Extracted data entries
★ ★ ★ ★

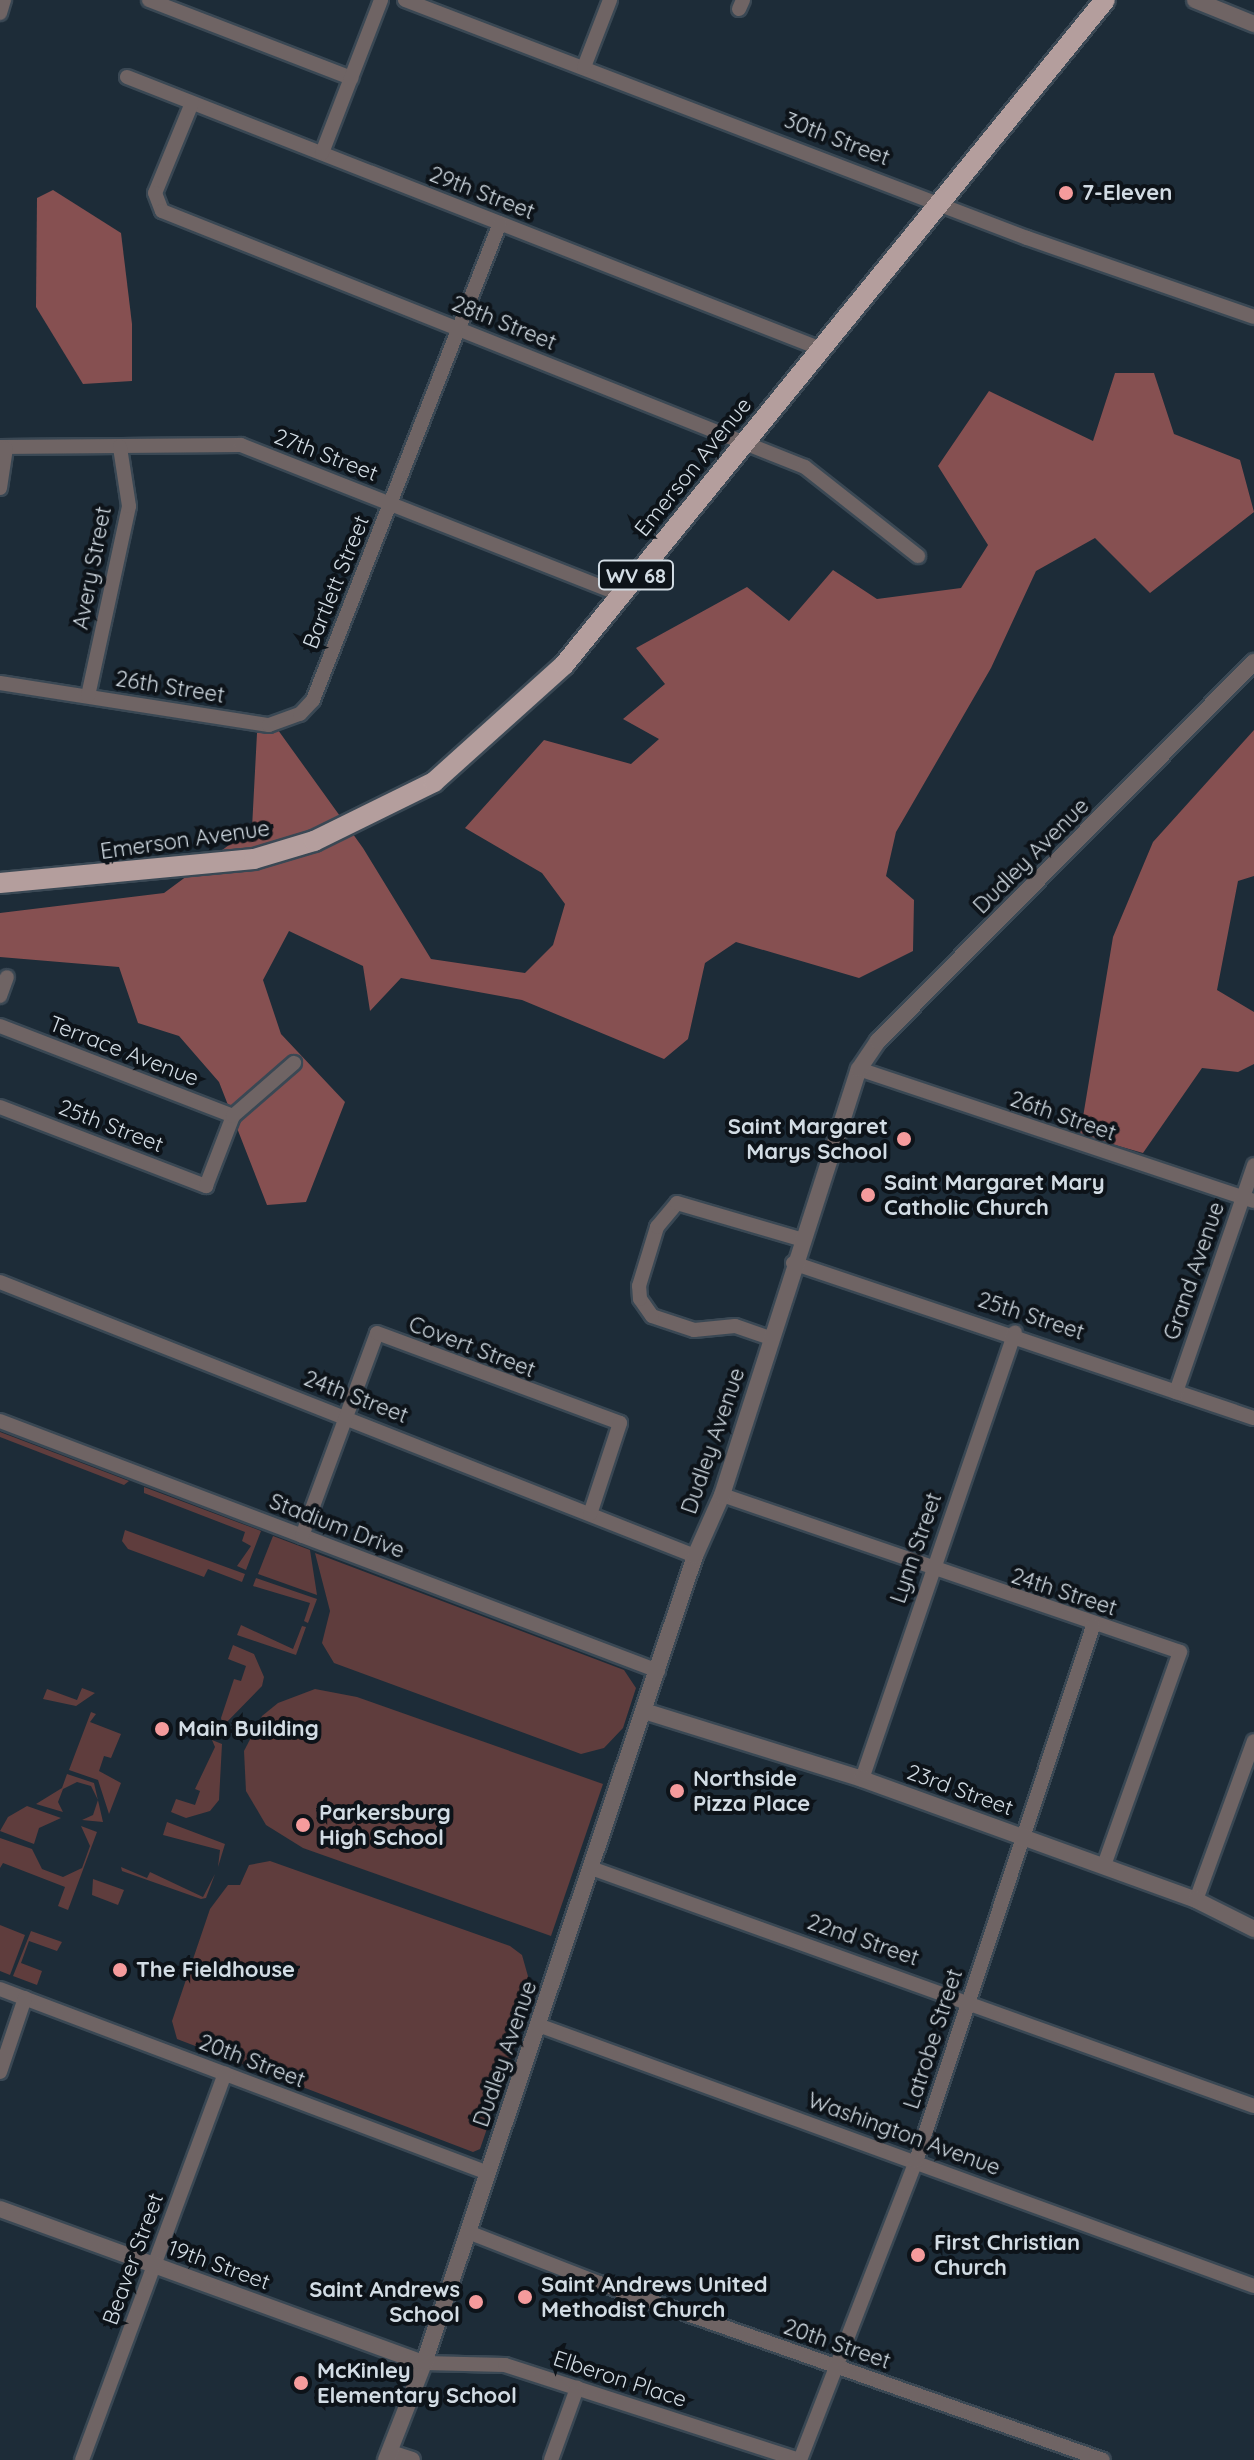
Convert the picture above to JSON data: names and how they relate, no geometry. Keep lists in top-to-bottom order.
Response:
{
  "streets": {
    "main road": ["Emerson Avenue", "WV 68"],
    "street": [
      "30th Street",
      "29th Street",
      "28th Street",
      "27th Street",
      "Avery Street",
      "Bartlett Street",
      "26th Street",
      "Dudley Avenue",
      "Terrace Avenue",
      "25th Street",
      "Grand Avenue",
      "Covert Street",
      "24th Street",
      "Stadium Drive",
      "Lynn Street",
      "23rd Street",
      "22nd Street",
      "Latrobe Street",
      "20th Street",
      "Washington Avenue",
      "Beaver Street",
      "19th Street",
      "Elberon Place"
    ]
  },
  "crossings": [
    ["30th Street", "Emerson Avenue"],
    ["29th Street", "28th Street"],
    ["29th Street", "Emerson Avenue"],
    ["29th Street", "Bartlett Street"],
    ["28th Street", "Emerson Avenue"],
    ["28th Street", "Bartlett Street"],
    ["27th Street", "Emerson Avenue"],
    ["27th Street", "Avery Street"],
    ["27th Street", "Bartlett Street"],
    ["Avery Street", "26th Street"],
    ["Bartlett Street", "26th Street"],
    ["26th Street", "Dudley Avenue"],
    ["26th Street", "Grand Avenue"],
    ["Dudley Avenue", "25th Street"],
    ["Dudley Avenue", "24th Street"],
    ["Dudley Avenue", "Stadium Drive"],
    ["Dudley Avenue", "23rd Street"],
    ["Dudley Avenue", "22nd Street"],
    ["Dudley Avenue", "20th Street"],
    ["Dudley Avenue", "Washington Avenue"],
    ["Dudley Avenue", "19th Street"],
    ["Dudley Avenue", "Elberon Place"],
    ["Terrace Avenue", "25th Street"],
    ["25th Street", "Grand Avenue"],
    ["25th Street", "Lynn Street"],
    ["Covert Street", "24th Street"],
    ["Covert Street", "Stadium Drive"],
    ["24th Street", "Lynn Street"],
    ["24th Street", "23rd Street"],
    ["24th Street", "Latrobe Street"],
    ["Lynn Street", "23rd Street"],
    ["23rd Street", "Latrobe Street"],
    ["22nd Street", "Latrobe Street"],
    ["Latrobe Street", "20th Street"],
    ["Latrobe Street", "Washington Avenue"],
    ["Latrobe Street", "Elberon Place"],
    ["20th Street", "Beaver Street"],
    ["Beaver Street", "19th Street"],
    ["19th Street", "Elberon Place"]
  ],
  "places": [
    "7-Eleven",
    "Saint Margaret Marys School",
    "Saint Margaret Mary Catholic Church",
    "Main Building",
    "Northside Pizza Place",
    "Parkersburg High School",
    "The Fieldhouse",
    "First Christian Church",
    "Saint Andrews United Methodist Church",
    "Saint Andrews School",
    "McKinley Elementary School"
  ]
}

★ ★ ★ ★

DIRECTIONS FOR THIS TASK - Among the lines above, which contain the word "Terrace"? Copy every one.

COMPLETED EXERCISE -
      "Terrace Avenue",
    ["Terrace Avenue", "25th Street"],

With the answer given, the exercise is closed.